Files attached to an agent's `tool_resources.execute_code` (user uploads
or generated artifacts from a prior turn) were silently dropped on the
first `execute_code` invocation of a turn. The agents-side `ToolNode`
populates `_injected_files` only when its `sessions` map already has an
`EXECUTE_CODE` entry — but that entry is only written by a previous
successful execution, so call #1 had nothing to inject. CodeExecutor
then fell back to a `/files/{session_id}` fetch, but `session_id` was
also empty on call #1, leaving the sandbox without the primed files.

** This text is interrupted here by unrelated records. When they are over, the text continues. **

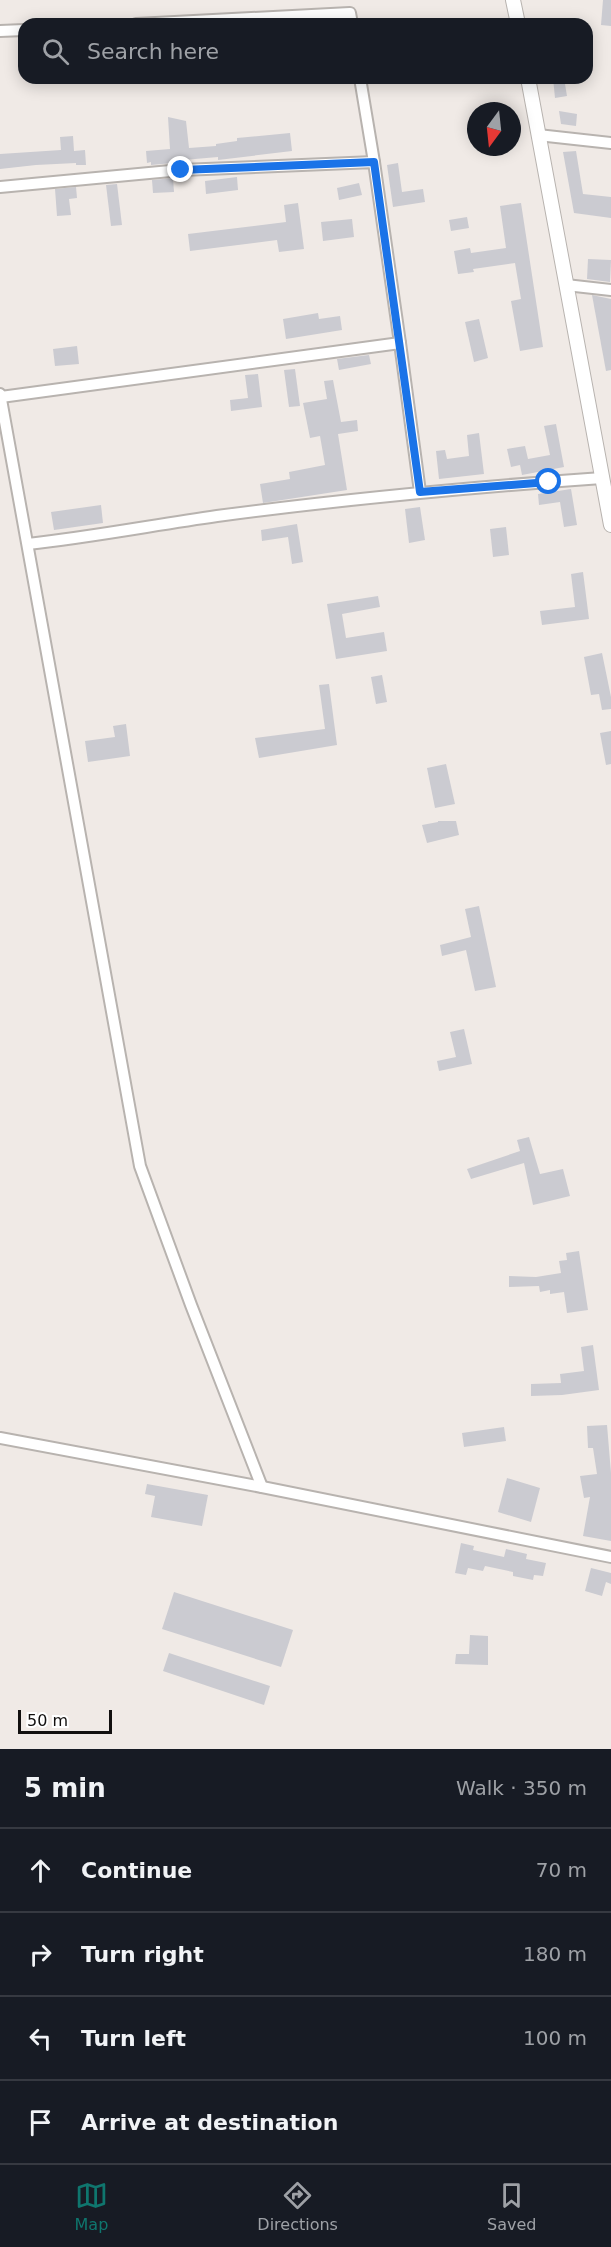 <!DOCTYPE html>
<meta charset="utf-8">
<style>
:root{--surface:#171b24;--page:#242831;--text:#f1f3f6;--muted:#9ea1a6;--line:#363941;--accent:#0f766e}
body{margin:0;font-family:"DejaVu Sans",sans-serif;background:var(--page);color:var(--text)}
.compass{position:absolute;left:467px;top:102px;width:54px;height:54px;border-radius:50%;background:var(--surface);box-shadow:0 3px 15px #0003;rotate:195deg}
.scale{position:absolute;left:18px;bottom:15px;width:94px;box-sizing:border-box;padding-left:6px;border:3px solid #12100f;border-top:0;font-size:16px;line-height:21px;white-space:nowrap;color:#12100f;-webkit-text-stroke:4px #fff;paint-order:stroke}
.stop{position:absolute;width:18px;height:18px;margin:-14px;border:4px solid #1a73e8;border-radius:50%;background:#fff}
.stop.end{background:#1a73e8;border-color:#fff;box-shadow:0 2px 6px #0008}
.list{margin:0;padding:0;list-style:none}
h2{display:flex;justify-content:space-between;align-items:center;height:78px;margin:0;padding:0 24px;font-size:26px}
h2 small{font-size:20px;font-weight:400;color:var(--muted)}
.list li{display:grid;grid-template-columns:39px 1fr auto;gap:18px;align-items:center;box-sizing:border-box;height:84px;padding:0 24px;border-top:2px solid var(--line)}
.list b{display:block;font-size:22px;white-space:nowrap}
.list em{font-size:20px;font-style:normal;color:var(--muted)}
.icon{flex:none;width:33px;height:33px;fill:none;stroke:currentColor;stroke-width:2;stroke-linecap:round;stroke-linejoin:round}
.map{position:relative;flex:none;width:611px;height:1749px;overflow:hidden}
.search{position:absolute;background:var(--surface);box-shadow:0 3px 15px #0003;left:18px;right:18px;top:18px;height:66px;display:flex;align-items:center;gap:15px;box-sizing:border-box;padding:0 21px;border-radius:18px;color:var(--muted);font-size:22px}
.sheet{height:414px;background:var(--surface)}
nav{display:flex;justify-content:space-around;align-items:center;box-sizing:border-box;height:84px;border-top:2px solid var(--line);background:var(--surface);font-size:16px;color:var(--muted)}
nav a{display:grid;justify-items:center;gap:3px}
nav .on{color:var(--accent)}
.map>svg:first-child{display:block}
.building{fill:#cbcbd1}
.lines{fill:none;stroke-linecap:round;stroke-linejoin:round}
.minor-casing{stroke:#b8b3af;stroke-width:14}
.tertiary-casing{stroke:#b8b3af;stroke-width:16}
.minor{stroke:#fff;stroke-width:10}
.tertiary{stroke:#fff;stroke-width:14}
.route{stroke:#1a73e8;stroke-width:8}
</style>
<div class="map">
<svg width="611" height="1749" viewBox="0 0 611 1749">
<rect width="100%" height="100%" fill="#f0eae6"/>
<g class="building">
<polygon points="603,0 611,0 611,26 601,25"/>
<polygon points="553,78 564,78 567,96 555,98"/>
<polygon points="559,111 577,114 576,126 561,124"/>
<polygon points="168,117 186,121 189,148 216,146 216,144 237,141 237,138 290,133 292,151 218,160 218,157 172,161 172,163 151,165 151,162 147,163 146,151 170,149"/>
<polygon points="73,136 74,151 85,150 86,165 76,165 76,163 36,165 0,169 0,154 61,150 60,137"/>
<polygon points="576,151 583,194 611,197 611,218 574,213 563,152"/>
<polygon points="398,163 402,192 423,189 425,202 393,207 387,165"/>
<polygon points="237,177 238,190 206,194 205,181"/>
<polygon points="173,178 174,192 153,193 152,180"/>
<polygon points="359,183 362,195 339,200 337,188"/>
<polygon points="117,184 122,225 111,226 106,185"/>
<polygon points="76,187 77,198 69,199 71,215 57,216 55,189"/>
<polygon points="298,203 304,249 279,252 277,240 190,251 188,234 286,222 284,205"/>
<polygon points="521,203 543,347 520,351 511,301 521,299 515,263 473,269 474,272 458,274 454,251 470,248 471,253 506,248 500,206"/>
<polygon points="467,217 469,228 451,231 449,220"/>
<polygon points="352,219 354,237 323,241 321,222"/>
<polygon points="588,259 611,260 610,282 587,279"/>
<polygon points="592,295 611,299 611,370 606,371"/>
<polygon points="318,313 319,319 340,316 342,330 286,339 283,319"/>
<polygon points="479,319 488,358 474,362 465,322"/>
<polygon points="77,346 79,364 55,366 53,349"/>
<polygon points="369,355 371,364 339,370 337,359"/>
<polygon points="295,369 300,406 289,407 284,370"/>
<polygon points="258,374 262,407 231,411 230,400 248,398 245,375"/>
<polygon points="333,380 341,422 357,420 358,431 338,434 347,490 263,503 260,484 290,479 289,472 325,465 320,436 310,438 303,403 327,399 324,381"/>
<polygon points="556,424 564,467 522,475 520,465 511,467 507,449 525,446 528,459 550,455 544,426"/>
<polygon points="479,433 484,474 439,479 436,451 445,450 447,459 469,456 467,435"/>
<polygon points="571,489 577,525 564,527 560,502 539,505 538,494"/>
<polygon points="101,505 103,523 54,530 51,512"/>
<polygon points="420,507 425,540 409,543 405,509"/>
<polygon points="297,524 303,562 292,564 288,537 262,541 261,530"/>
<polygon points="506,527 509,555 493,557 490,529"/>
<polygon points="583,572 589,619 542,625 540,611 575,607 571,574"/>
<polygon points="378,596 380,607 342,614 346,638 384,632 387,651 336,659 327,604"/>
<polygon points="602,653 611,697 611,709 602,710 599,694 591,695 584,657"/>
<polygon points="382,675 387,702 376,704 371,677"/>
<polygon points="329,684 337,745 259,758 255,738 325,729 319,685"/>
<polygon points="126,724 130,756 88,762 85,741 115,737 113,726"/>
<polygon points="611,731 611,764 606,765 600,733"/>
<polygon points="446,764 455,804 435,808 427,768"/>
<polygon points="438,821 456,821 459,835 427,843 422,825 438,822"/>
<polygon points="479,906 496,987 475,991 466,950 442,956 440,945 471,937 465,909"/>
<polygon points="464,1029 472,1064 439,1071 437,1061 456,1057 450,1032"/>
<polygon points="529,1137 540,1174 563,1169 570,1196 533,1205 524,1163 471,1179 467,1169 520,1151 517,1140"/>
<polygon points="579,1251 588,1310 567,1313 564,1292 550,1294 550,1290 540,1292 539,1286 509,1287 509,1276 536,1277 561,1273 559,1261 567,1260 566,1253"/>
<polygon points="593,1345 599,1390 562,1395 531,1396 531,1384 561,1383 560,1374 584,1371 581,1347"/>
<polygon points="607,1425 611,1473 611,1541 583,1536 590,1497 584,1498 580,1476 597,1474 593,1448 588,1448 587,1426"/>
<polygon points="504,1427 506,1441 464,1447 462,1433"/>
<polygon points="507,1478 540,1488 531,1522 498,1512"/>
<polygon points="147,1484 208,1495 202,1526 151,1517 155,1496 145,1494"/>
<polygon points="461,1543 474,1546 473,1550 504,1557 506,1549 527,1554 526,1559 546,1563 543,1576 534,1575 533,1580 513,1576 513,1572 485,1566 483,1571 468,1568 466,1575 455,1573"/>
<polygon points="591,1568 611,1573 611,1584 606,1582 602,1596 585,1591"/>
<polygon points="174,1592 293,1630 281,1667 162,1629"/>
<polygon points="470,1635 488,1636 488,1665 455,1664 456,1654 469,1654"/>
<polygon points="169,1653 270,1686 264,1705 163,1671"/>
</g>
<g class="lines">
<defs>
<g id="minor">
<polyline points="136,24 350,13 352,24"/>
<polyline points="0,31 24,30"/>
<polyline points="360,78 374,162"/>
<polyline points="538,135 611,143"/>
<polyline points="0,187 181,170 374,162 400,343 1,397"/>
<polyline points="566,285 611,290"/>
<polyline points="400,343 420,492"/>
<polyline points="0,394 140,1166 191,1305 262,1487"/>
<path d="M28,544C91,537 154,525 217,516C345,499 473,487 602,478"/>
<polyline points="0,1438 262,1487 611,1557"/>
</g>
<g id="tertiary">
<polyline points="513,0 518,24"/>
<polyline points="528,78 611,525"/>
</g>
</defs>
<use href="#minor" class="minor-casing"/>
<use href="#tertiary" class="tertiary-casing"/>
<use href="#minor" class="minor"/>
<use href="#tertiary" class="tertiary"/>
</g>
<g class="lines">
<polyline class="route" points="181,170 374,162 420,492 549,482"/>
</g>
</svg>
<svg class="compass" viewBox="-18 -18 36 36"><path d="M0-13l5 13h-10z" fill="#e53935"/><path d="M0 13l5-13h-10z" fill="#9ea1a6"/></svg>
<div class="scale">50 m</div>
<div class="stop" style="left:549px;top:482px"></div>
<div class="stop end" style="left:181px;top:170px"></div>
<div class="search"><svg class="icon" aria-label="search" viewBox="0 0 24 24"><circle cx="10" cy="10" r="6"/><path d="M15 15l6 6"/></svg>Search here</div>
</div>
<section class="sheet">
<h2>5 min<small>Walk · 350 m</small></h2>
<ul class="list">
<li><svg class="icon" aria-label="ahead" viewBox="0 0 24 24"><path d="M12 20V5M6 11l6-6 6 6"/></svg><div><b>Continue</b></div><em>70 m</em></li>
<li><svg class="icon" aria-label="right" viewBox="0 0 24 24"><path d="M7 20v-9h11M14 6l5 5-5 5"/></svg><div><b>Turn right</b></div><em>180 m</em></li>
<li><svg class="icon" aria-label="left" viewBox="0 0 24 24"><path d="M17 20v-9H6M10 6l-5 5 5 5"/></svg><div><b>Turn left</b></div><em>100 m</em></li>
<li><svg class="icon" aria-label="arrive" viewBox="0 0 24 24"><path d="M6 21V4h12l-3 4 3 4H6"/></svg><div><b>Arrive at destination</b></div></li>
</ul>
</section>
<nav>
<a class="on"><svg class="icon" aria-label="map" viewBox="0 0 24 24"><path d="M3 6l6-2 6 2 6-2v14l-6 2-6-2-6 2zM9 4v14M15 6v14"/></svg>Map</a>
<a><svg class="icon" aria-label="directions" viewBox="0 0 24 24"><path d="M12 3l9 9-9 9-9-9zM9 14v-3h6M13 9l2 2-2 2"/></svg>Directions</a>
<a><svg class="icon" aria-label="saved" viewBox="0 0 24 24"><path d="M7 4h10v16l-5-4-5 4z"/></svg>Saved</a>
</nav>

Mirror the existing skill-priming pattern (`primeInvokedSkills` →
`initialSessions`) for code-resource files: eagerly call `primeFiles`
before `createRun` and merge the result into `initialSessions` via a
new `seedCodeFilesIntoSessions` helper. Skill files and code-resource
files now share the same `EXECUTE_CODE` entry; the prior representative
`session_id` is preserved on merge.

* 🔬 chore: Add Diagnostic Logging for Code-Files Seeding

Temporary debug logs to diagnose why first-call file injection is not
firing in real agent runs. Logs `wantsCodeExec`, available tool-resource
keys, primed file count, and the seeded EXECUTE_CODE entry. Will revert
once the failure mode is identified.

* 🪛 refactor: Capture primedCodeFiles per-agent at init, merge across run

Replace the client.js eager `primeFiles` call with a per-agent capture at
initialization time so every agent in a multi-agent run (primary +
handoff + addedConvo) contributes its `tool_resources.execute_code`
files to the shared `Graph.sessions` seed.

- handleTools.js (eager loadTools): the `execute_code` factory closes
  over a `primedCodeFiles` slot and surfaces it in the return.
- ToolService.js loadToolDefinitionsWrapper (event-driven): captures
  `files` from the existing `primeCodeFiles` call (was dropping them
  while only keeping `toolContext`) and surfaces them.
- packages/api initialize.ts: the loadTools callback contract now
  includes `primedCodeFiles`, threaded onto `InitializedAgent`.
- client.js: iterate `[primary, ...agentConfigs.values()]` and merge
  each agent's `primedCodeFiles` into `initialSessions`. Drop the
  primary-only `primeCodeFiles` call and diagnostic logs from the prior
  attempt — wrong layer (single-agent), wrong gate (`agent.tools`
  contained Tool instances after init, so the `.includes("execute_code")`
  string check always failed).

* 🔬 chore: Add per-agent diagnostic logs for code-files seeding

Logs `tool_resources` keys + file counts inside loadToolDefinitionsWrapper
and per-agent `primedCodeFiles` + final initialSessions inside
AgentClient. Will revert once the failure mode is confirmed.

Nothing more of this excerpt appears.